The role of Pathologist and Radiologist in diagnosing cancer
The primary role of the Pathologist and Radiologist is to convey the right information to the treating doctor. Radiology is basically seeing the images and making the diagnosis. It is less invasive. In Pathology, we directly test whatever is identified by the radiology report. As a Pathologist, if I can get some extra information, it will help in the proper diagnosis. In some cases, we need to work hand in hand. There are certain tissues which are inaccessible, but you need to do the biopsy, so that’s where the radiologist and Pathologist work together in image-guided biopsies. In the end, it’s all a collective team effort focused on providing the proper diagnosis of a patient.
The importance of biopsy
Even if we are sure by radiology or an FNAC, a Biopsy is needed to confirm the diagnosis. There could be lesions that one can clinically or radiologically confirm to be cancer, but cancer is a life-changing diagnosis. The patient and family will have to go through an emotional journey, so we have to be 100% sure. Also, a Biopsy will help in subtyping cancer as nowadays the treatment has become so specific that understanding which subtype it belongs to, will make a difference in the treatment plan.
The information in a Pathology report
We need to tell the doctor whether the cancer is there is not, where the cancer is arriving from, how much the cancer has spread, whether the amount of tissue removed is enough, or if there is still some cancer left in the body. A basic pathology report should ideally include these details.
Proper nutrition and a healthy lifestyle
Nutrition has to be generally healthy; high protein, high fibre, low carbohydrate diet, lots of fluids, with some mindful walking, exercise and some meditation. Ultimately this will improve your immunity which may not help in preventing cancer but will help in fighting it better.
Stigmas and myths related to cancer
I feel it’s high time that we start talking about cancer, mainly Breast Cancer and Ovarian Cancer.

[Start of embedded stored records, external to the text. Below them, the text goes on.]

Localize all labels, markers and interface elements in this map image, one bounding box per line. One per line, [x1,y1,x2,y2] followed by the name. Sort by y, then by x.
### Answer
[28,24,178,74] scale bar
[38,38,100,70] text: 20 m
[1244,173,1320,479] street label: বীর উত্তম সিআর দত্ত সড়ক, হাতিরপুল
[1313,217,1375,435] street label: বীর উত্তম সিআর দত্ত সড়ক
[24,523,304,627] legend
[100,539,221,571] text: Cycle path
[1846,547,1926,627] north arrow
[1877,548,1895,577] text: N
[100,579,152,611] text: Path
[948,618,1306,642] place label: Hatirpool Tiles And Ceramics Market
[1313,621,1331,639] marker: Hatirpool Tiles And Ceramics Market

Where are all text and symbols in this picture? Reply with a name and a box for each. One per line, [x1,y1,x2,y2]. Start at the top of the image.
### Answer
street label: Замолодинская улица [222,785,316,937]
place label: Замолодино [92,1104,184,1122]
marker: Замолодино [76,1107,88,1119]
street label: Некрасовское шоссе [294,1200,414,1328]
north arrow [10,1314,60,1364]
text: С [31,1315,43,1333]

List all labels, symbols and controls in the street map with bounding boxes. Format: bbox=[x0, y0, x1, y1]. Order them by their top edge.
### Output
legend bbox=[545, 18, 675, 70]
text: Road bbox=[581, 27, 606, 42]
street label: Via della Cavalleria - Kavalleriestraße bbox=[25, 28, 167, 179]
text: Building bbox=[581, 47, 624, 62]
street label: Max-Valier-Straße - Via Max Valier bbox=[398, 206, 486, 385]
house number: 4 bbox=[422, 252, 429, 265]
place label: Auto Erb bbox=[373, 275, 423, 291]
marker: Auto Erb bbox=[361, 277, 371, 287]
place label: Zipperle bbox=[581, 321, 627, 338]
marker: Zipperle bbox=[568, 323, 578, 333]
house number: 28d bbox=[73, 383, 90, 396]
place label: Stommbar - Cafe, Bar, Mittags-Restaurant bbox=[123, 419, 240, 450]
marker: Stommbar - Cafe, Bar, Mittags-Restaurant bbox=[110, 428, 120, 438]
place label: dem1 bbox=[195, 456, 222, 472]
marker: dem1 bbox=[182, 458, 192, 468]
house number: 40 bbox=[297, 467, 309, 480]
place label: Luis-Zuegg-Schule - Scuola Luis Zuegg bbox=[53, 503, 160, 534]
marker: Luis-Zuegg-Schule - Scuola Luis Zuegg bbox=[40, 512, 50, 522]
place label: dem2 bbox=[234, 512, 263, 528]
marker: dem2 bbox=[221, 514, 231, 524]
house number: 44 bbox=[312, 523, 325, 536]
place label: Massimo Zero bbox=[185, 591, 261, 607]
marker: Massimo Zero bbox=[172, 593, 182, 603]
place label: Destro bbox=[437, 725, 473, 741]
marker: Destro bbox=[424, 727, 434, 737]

Even today, nobody wants to disclose that they have Breast Cancer in the family. We need to understand that it’s just another disease, and it can be cured. All cancers are not hereditary, and we just need to be aware of the risk factors. Do self-examination regularly, and once you feel something, then don’t delay it, just go and get it checked. Please don’t be scared of cancer because we are lucky to be living at a time where cancer can be dealt very well thanks to the advancements in medical science.